■ Problem description ■
Please count the lines in the data below that hold the word "list", and give only the number.

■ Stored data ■
▼▼▼

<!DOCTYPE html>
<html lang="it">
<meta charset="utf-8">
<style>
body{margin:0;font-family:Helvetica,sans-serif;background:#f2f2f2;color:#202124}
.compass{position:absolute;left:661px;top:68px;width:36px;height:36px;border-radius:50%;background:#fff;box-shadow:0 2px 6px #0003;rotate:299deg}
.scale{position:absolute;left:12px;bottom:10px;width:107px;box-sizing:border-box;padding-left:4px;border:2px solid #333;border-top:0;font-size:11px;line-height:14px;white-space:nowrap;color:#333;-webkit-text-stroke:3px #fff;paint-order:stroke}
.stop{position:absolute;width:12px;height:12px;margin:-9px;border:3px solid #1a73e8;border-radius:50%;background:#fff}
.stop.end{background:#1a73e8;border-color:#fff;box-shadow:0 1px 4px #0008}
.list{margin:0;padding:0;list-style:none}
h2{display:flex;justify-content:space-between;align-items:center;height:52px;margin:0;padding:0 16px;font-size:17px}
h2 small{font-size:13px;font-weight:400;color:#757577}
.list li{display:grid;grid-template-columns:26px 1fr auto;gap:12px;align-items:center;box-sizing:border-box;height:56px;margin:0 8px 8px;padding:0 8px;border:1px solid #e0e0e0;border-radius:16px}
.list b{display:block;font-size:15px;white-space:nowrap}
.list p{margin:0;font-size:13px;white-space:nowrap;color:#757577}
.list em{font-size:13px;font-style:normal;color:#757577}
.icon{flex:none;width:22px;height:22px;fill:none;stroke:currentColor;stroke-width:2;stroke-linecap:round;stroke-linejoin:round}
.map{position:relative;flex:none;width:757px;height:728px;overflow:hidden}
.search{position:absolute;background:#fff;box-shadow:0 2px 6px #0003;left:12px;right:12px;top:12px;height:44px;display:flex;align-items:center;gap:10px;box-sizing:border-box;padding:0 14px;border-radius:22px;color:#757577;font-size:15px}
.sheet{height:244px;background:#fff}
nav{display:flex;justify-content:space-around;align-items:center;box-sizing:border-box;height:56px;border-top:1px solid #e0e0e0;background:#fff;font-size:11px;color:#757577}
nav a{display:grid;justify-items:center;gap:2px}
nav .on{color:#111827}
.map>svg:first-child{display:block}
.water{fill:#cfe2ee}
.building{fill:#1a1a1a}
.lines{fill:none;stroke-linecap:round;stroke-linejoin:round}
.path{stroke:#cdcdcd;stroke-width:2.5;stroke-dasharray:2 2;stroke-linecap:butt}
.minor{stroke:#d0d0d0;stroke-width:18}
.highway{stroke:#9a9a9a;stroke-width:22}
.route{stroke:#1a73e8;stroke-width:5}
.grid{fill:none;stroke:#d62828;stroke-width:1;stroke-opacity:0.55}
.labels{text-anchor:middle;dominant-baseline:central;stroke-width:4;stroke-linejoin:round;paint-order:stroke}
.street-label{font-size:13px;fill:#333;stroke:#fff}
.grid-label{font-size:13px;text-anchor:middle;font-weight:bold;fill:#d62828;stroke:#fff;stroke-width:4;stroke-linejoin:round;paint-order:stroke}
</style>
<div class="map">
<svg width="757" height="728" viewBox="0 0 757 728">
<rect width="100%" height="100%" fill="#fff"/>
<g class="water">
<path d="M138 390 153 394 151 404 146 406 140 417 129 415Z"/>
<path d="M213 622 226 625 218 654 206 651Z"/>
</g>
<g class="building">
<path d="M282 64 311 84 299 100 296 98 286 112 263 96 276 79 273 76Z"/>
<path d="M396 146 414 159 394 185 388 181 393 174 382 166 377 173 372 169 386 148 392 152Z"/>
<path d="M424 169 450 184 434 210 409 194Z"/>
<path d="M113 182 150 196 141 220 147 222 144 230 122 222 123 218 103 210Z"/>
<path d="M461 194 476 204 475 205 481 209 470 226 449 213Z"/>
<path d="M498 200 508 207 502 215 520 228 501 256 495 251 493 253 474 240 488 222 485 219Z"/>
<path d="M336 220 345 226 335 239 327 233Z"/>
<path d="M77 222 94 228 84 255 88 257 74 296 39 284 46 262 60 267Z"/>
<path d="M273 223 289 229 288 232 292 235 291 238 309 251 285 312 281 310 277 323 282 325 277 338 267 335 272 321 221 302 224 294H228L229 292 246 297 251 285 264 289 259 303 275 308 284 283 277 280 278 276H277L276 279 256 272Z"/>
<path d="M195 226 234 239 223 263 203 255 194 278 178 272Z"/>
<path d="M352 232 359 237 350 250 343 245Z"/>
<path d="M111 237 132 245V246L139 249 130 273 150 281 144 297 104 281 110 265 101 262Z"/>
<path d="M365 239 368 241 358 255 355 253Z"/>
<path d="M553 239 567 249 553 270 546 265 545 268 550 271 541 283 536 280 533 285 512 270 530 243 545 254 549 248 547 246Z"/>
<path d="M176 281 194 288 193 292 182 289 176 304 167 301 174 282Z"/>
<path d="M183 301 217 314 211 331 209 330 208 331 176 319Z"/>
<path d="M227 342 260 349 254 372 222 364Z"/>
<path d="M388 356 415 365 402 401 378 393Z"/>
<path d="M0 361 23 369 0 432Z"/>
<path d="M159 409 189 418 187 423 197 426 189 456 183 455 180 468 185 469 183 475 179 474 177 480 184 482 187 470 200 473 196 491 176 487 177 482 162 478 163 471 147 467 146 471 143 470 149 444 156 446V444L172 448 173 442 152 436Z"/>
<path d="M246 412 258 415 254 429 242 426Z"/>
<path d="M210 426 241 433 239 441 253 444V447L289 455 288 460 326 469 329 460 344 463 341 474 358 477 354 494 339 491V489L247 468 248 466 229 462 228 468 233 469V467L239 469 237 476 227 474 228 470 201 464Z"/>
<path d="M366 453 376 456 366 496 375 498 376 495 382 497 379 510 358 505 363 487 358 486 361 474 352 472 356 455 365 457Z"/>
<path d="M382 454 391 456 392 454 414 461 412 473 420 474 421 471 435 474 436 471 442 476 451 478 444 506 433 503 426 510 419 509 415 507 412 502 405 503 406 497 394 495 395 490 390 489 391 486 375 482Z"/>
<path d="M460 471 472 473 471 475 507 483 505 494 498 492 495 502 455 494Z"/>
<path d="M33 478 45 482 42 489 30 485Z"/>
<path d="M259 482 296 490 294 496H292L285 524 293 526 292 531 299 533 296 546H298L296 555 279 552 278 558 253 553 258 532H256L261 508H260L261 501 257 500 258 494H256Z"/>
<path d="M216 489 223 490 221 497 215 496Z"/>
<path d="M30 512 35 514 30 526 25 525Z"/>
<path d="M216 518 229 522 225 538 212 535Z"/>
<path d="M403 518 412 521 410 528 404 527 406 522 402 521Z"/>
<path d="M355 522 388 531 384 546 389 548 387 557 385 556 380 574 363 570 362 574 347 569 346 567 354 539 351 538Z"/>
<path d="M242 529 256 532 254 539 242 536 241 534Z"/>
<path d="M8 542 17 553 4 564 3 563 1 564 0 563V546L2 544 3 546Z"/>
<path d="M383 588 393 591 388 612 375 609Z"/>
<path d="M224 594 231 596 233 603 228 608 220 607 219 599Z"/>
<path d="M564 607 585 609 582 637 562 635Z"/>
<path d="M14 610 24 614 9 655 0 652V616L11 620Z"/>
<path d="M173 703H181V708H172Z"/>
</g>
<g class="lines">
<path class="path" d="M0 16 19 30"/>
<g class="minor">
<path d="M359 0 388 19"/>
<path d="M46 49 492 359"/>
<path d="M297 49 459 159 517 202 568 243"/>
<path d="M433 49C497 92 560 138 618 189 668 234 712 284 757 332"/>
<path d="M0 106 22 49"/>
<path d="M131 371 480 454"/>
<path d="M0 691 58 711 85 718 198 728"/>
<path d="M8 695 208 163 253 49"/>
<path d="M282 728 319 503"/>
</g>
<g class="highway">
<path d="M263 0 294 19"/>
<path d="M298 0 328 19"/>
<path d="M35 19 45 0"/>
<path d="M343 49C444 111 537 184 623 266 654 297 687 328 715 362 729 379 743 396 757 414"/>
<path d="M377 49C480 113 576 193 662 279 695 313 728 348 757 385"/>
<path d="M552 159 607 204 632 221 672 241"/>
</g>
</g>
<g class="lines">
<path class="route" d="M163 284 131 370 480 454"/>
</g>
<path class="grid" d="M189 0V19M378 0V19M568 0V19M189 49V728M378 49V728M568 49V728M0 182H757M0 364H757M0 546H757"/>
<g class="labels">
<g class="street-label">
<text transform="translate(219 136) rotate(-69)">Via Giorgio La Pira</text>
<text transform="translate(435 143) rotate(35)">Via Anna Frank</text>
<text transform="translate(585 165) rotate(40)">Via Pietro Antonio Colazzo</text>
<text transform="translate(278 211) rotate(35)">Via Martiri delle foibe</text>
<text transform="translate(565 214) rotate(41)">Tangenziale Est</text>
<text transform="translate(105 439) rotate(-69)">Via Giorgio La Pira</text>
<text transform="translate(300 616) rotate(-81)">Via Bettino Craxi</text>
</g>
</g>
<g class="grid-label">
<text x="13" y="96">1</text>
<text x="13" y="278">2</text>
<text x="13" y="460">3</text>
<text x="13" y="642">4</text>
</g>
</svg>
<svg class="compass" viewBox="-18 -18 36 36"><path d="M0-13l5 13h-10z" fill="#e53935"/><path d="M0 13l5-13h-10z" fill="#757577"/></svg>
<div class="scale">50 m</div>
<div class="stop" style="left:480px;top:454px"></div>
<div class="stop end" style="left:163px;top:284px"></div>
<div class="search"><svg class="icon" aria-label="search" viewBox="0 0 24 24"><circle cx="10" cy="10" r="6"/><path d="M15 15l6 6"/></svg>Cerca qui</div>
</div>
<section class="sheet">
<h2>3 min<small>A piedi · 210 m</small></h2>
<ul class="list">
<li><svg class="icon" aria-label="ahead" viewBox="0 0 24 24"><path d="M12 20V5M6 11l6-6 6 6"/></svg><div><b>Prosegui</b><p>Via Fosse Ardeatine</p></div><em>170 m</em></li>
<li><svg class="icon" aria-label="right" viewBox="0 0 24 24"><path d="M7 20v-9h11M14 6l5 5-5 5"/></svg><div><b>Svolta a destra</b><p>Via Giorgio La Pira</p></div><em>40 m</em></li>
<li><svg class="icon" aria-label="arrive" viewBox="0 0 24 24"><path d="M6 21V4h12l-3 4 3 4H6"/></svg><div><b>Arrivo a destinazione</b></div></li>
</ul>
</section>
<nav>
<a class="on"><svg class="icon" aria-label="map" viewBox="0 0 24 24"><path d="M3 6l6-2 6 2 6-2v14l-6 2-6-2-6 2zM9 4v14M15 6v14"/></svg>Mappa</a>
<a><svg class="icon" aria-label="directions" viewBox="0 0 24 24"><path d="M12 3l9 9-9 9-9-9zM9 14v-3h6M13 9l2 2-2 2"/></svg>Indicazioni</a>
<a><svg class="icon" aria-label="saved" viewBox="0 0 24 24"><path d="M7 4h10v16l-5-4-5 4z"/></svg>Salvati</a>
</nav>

▲▲▲

■ Response ■
6